If you walked past the Granoff Music Center last Saturday, you probably saw clusters of children and families with blue folders and maps of the music center. That’s because last weekend, several Tufts arts organizations came together for Super Arts Saturday, an event for children to learn about the arts through a concert and other arts-focused activities. 

According to Edith Auner, coordinator of applied music and director of outreach activities and the organizer behind Super Arts Saturday, while the two hours of activities were a new addition, the concert series for children has been happening for many years. 

“We’ve always had concerts for children ever since this building opened in 2007,” Auner said. “We usually have four or five free concerts for kids every year, and the Wind Ensemble has performed every year … And we decided to try this year to see if it would work to expand one of the free concert days, so this is the first time to add these extra two hours.” 

Families with children of all ages packed into the Distler Performance Hall for a performance by the Tufts Wind Ensemble, titled “Every Day is Earth Day,” with audience participation led by John McCann, director of the Tufts Wind Ensemble and the conductor of the concert. Children received coloring pages, boards and crayons alongside their programs at the door, and the house lights were kept on so that children could color while they listened to the music.

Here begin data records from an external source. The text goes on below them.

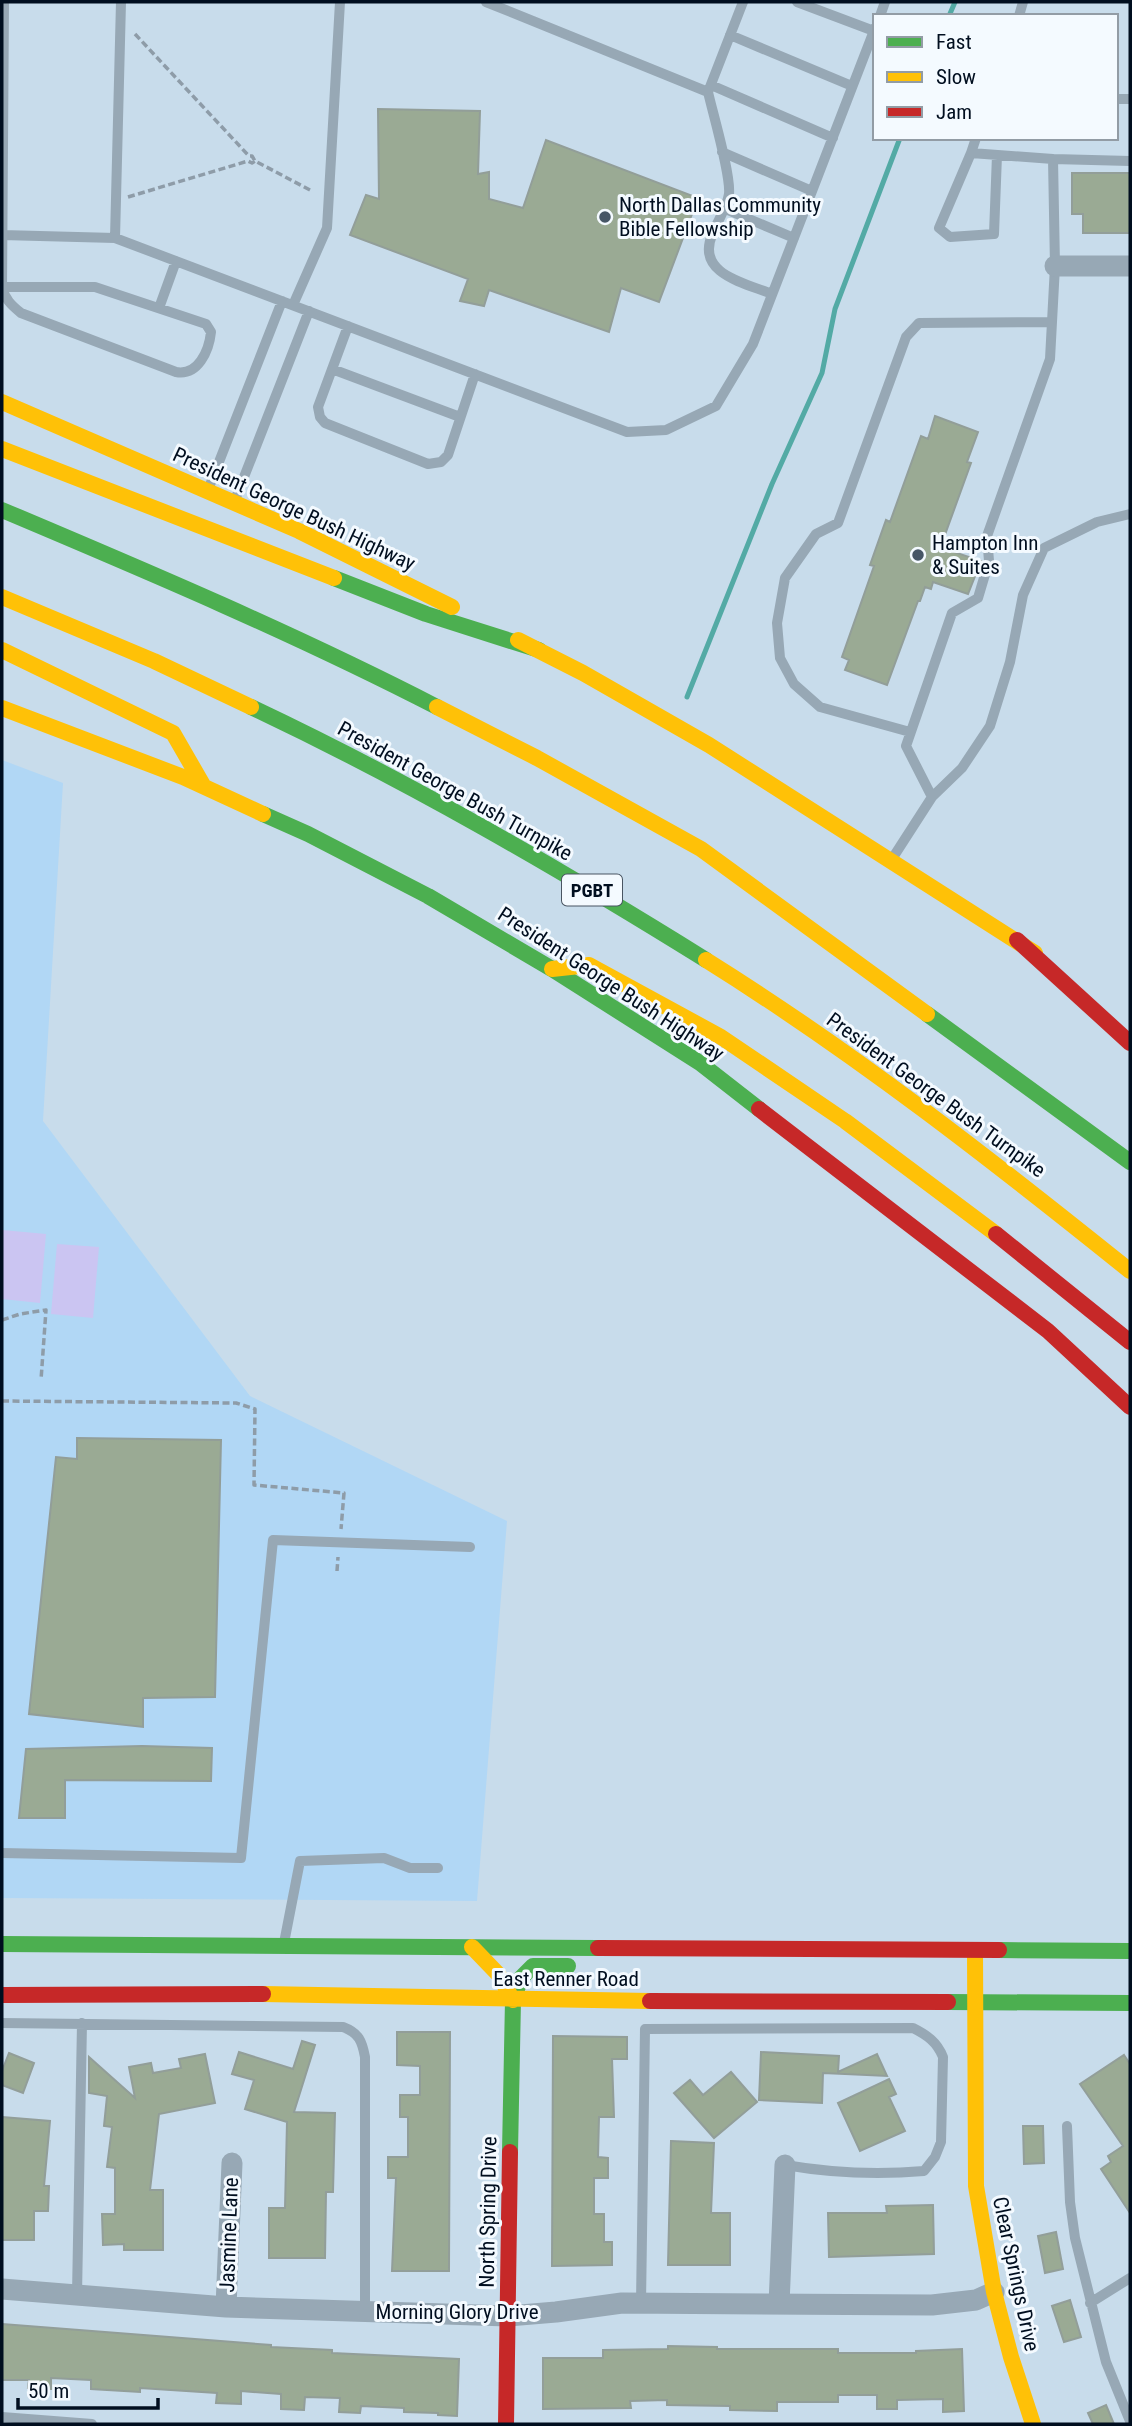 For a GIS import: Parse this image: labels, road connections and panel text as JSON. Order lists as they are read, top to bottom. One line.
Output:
{"streets":{"main road":["President George Bush Highway","President George Bush Turnpike","PGBT","East Renner Road","North Spring Drive","Clear Springs Drive"],"street":["Jasmine Lane","Morning Glory Drive"]},"crossings":[["East Renner Road","North Spring Drive"],["East Renner Road","Clear Springs Drive"],["North Spring Drive","Morning Glory Drive"],["Jasmine Lane","Morning Glory Drive"],["Clear Springs Drive","Morning Glory Drive"]],"places":["North Dallas Community Bible Fellowship","Hampton Inn & Suites"],"legend":["Fast","Slow","Jam"],"scale_bar":"50 m"} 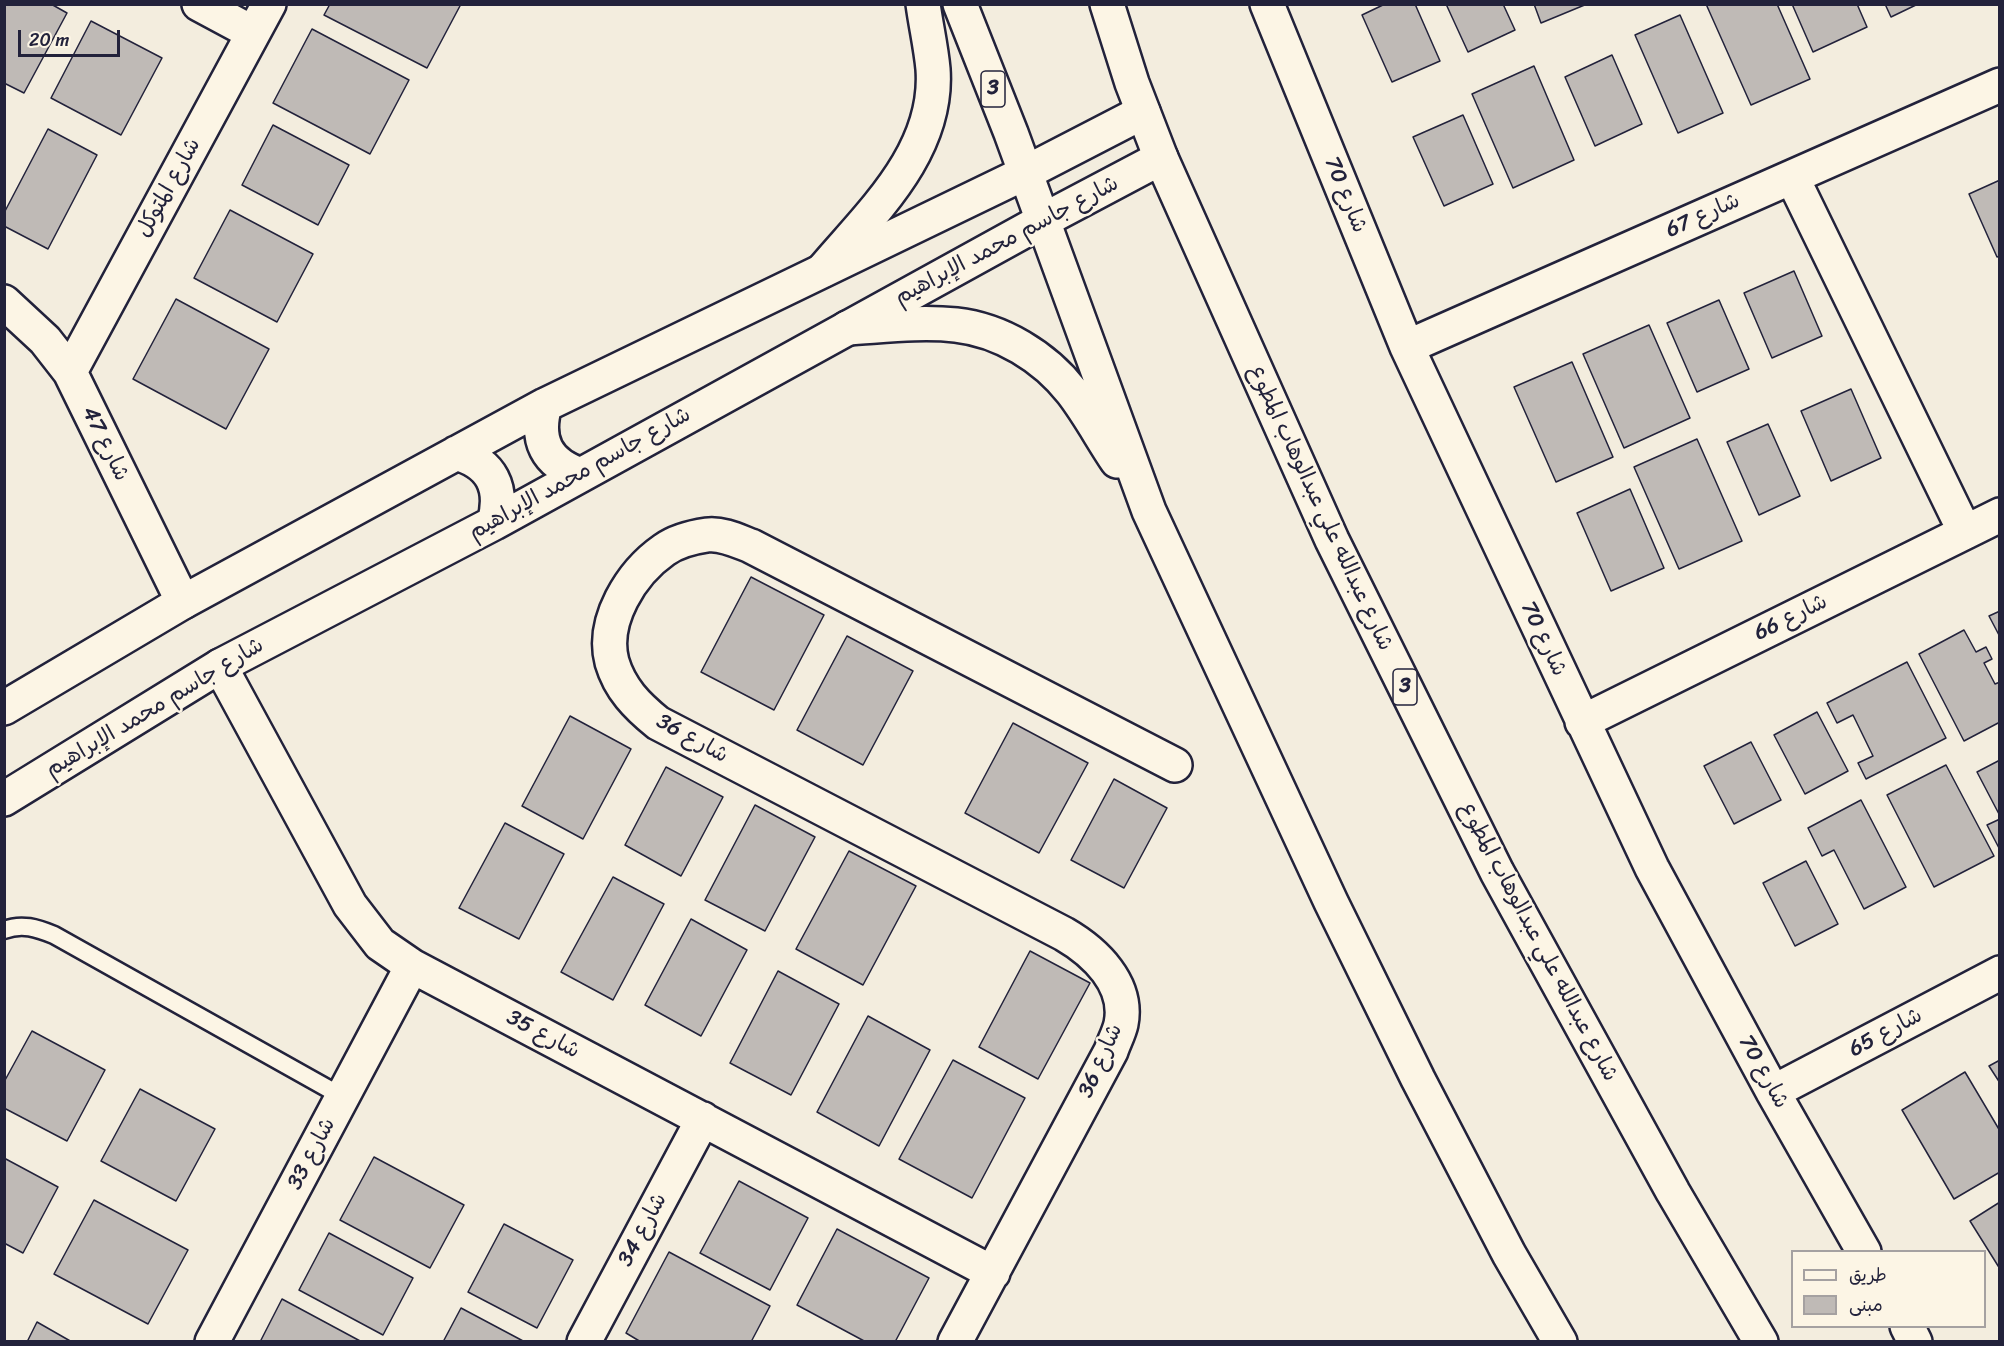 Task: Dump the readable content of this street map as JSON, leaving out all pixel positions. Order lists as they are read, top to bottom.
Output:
{
  "streets": {
    "street": [
      "3",
      "شارع المتوكل",
      "شارع 70",
      "شارع 67",
      "شارع جاسم محمد الإبراهيم",
      "شارع 47",
      "شارع عبدالله علي عبدالوهاب المطوع",
      "شارع 66",
      "شارع 36",
      "شارع 65",
      "شارع 35",
      "شارع 33",
      "شارع 34"
    ]
  },
  "crossings": [
    ["3", "شارع جاسم محمد الإبراهيم"],
    ["شارع المتوكل", "شارع 47"],
    ["شارع 70", "شارع 67"],
    ["شارع 70", "شارع 66"],
    ["شارع 70", "شارع 65"],
    ["شارع جاسم محمد الإبراهيم", "شارع عبدالله علي عبدالوهاب المطوع"],
    ["شارع جاسم محمد الإبراهيم", "شارع 35"],
    ["شارع 36", "شارع 35"],
    ["شارع 35", "شارع 33"],
    ["شارع 35", "شارع 34"]
  ],
  "legend": ["طريق", "مبنى"],
  "scale_bar": "20 m"
} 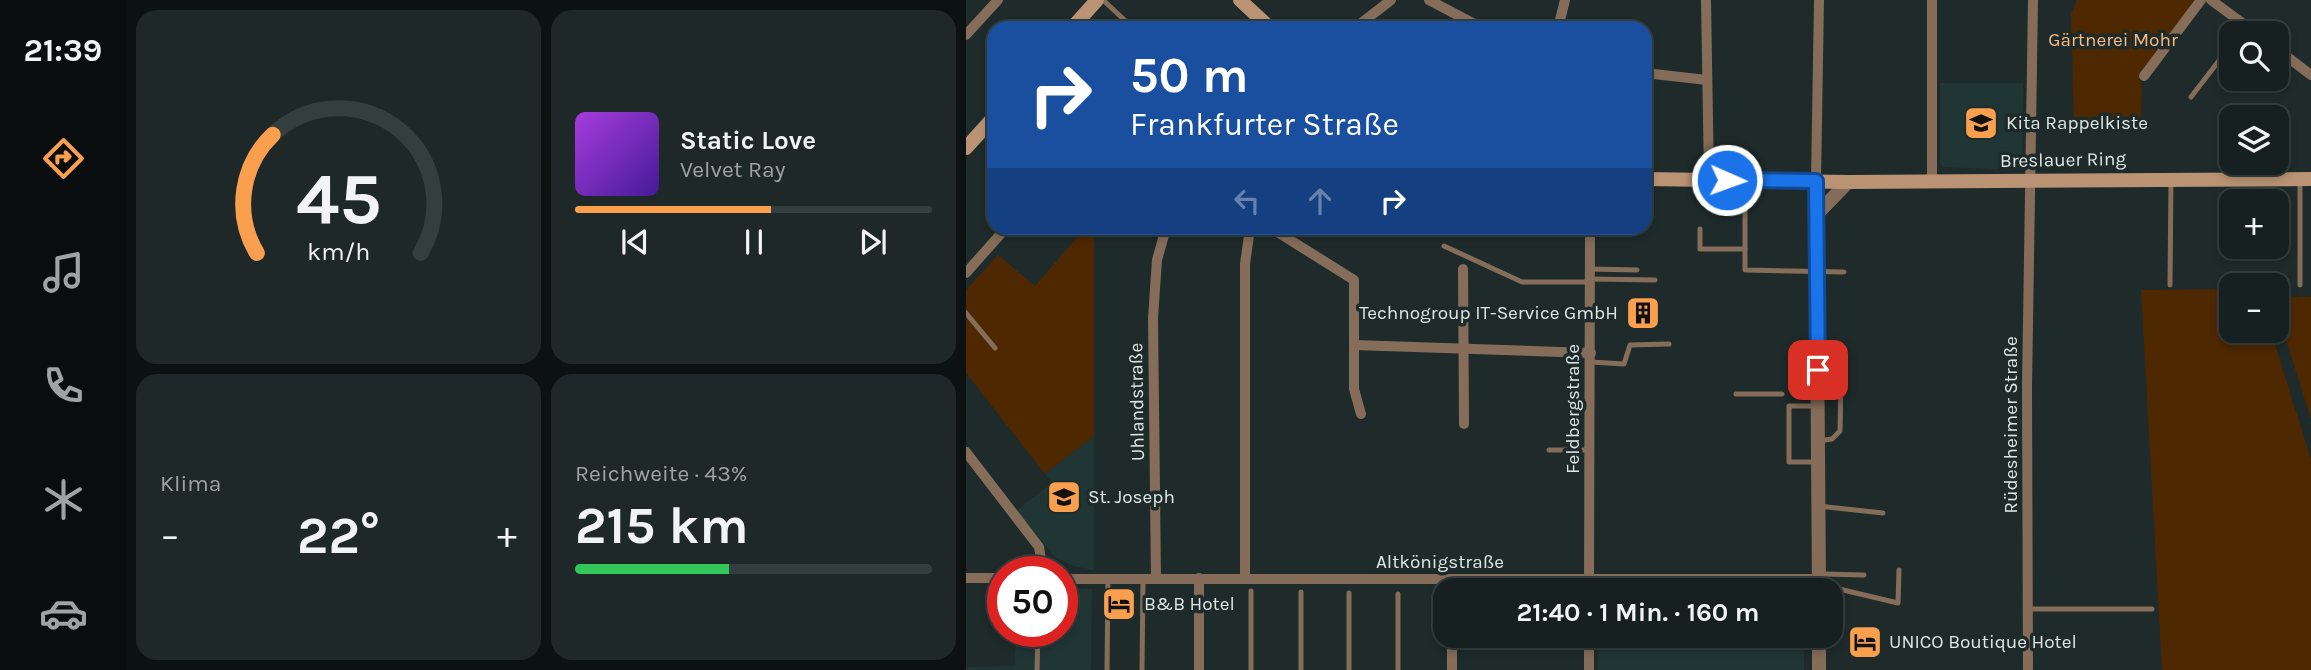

The occasional toddler would wobble down the aisles of Distler while the Wind Ensemble performed their six pieces, one of which included a reading of the Lorax (performed by sophomore Molly Lie and senior Abraar Ahmad) alongside a musical accompaniment. 

McCann said that while it is important to keep children engaged, it is not necessary to sacrifice the quality of the music because it is being performed for a younger audience.  

“I don’t really try and dumb it down for kids; I do sometimes engage them in other ways beyond just hearing the music,” he said. “It’s an hour-long concert, and for a six-year-old, an hour’s a long time. So we need to keep them moving a little bit and singing and actively participating. But as far as the music we pick out, it’s the same level of difficulty for this. We take playing well for little children seriously … And hearing groups play live is very different than hearing recordings, or even watching a video of a group play.”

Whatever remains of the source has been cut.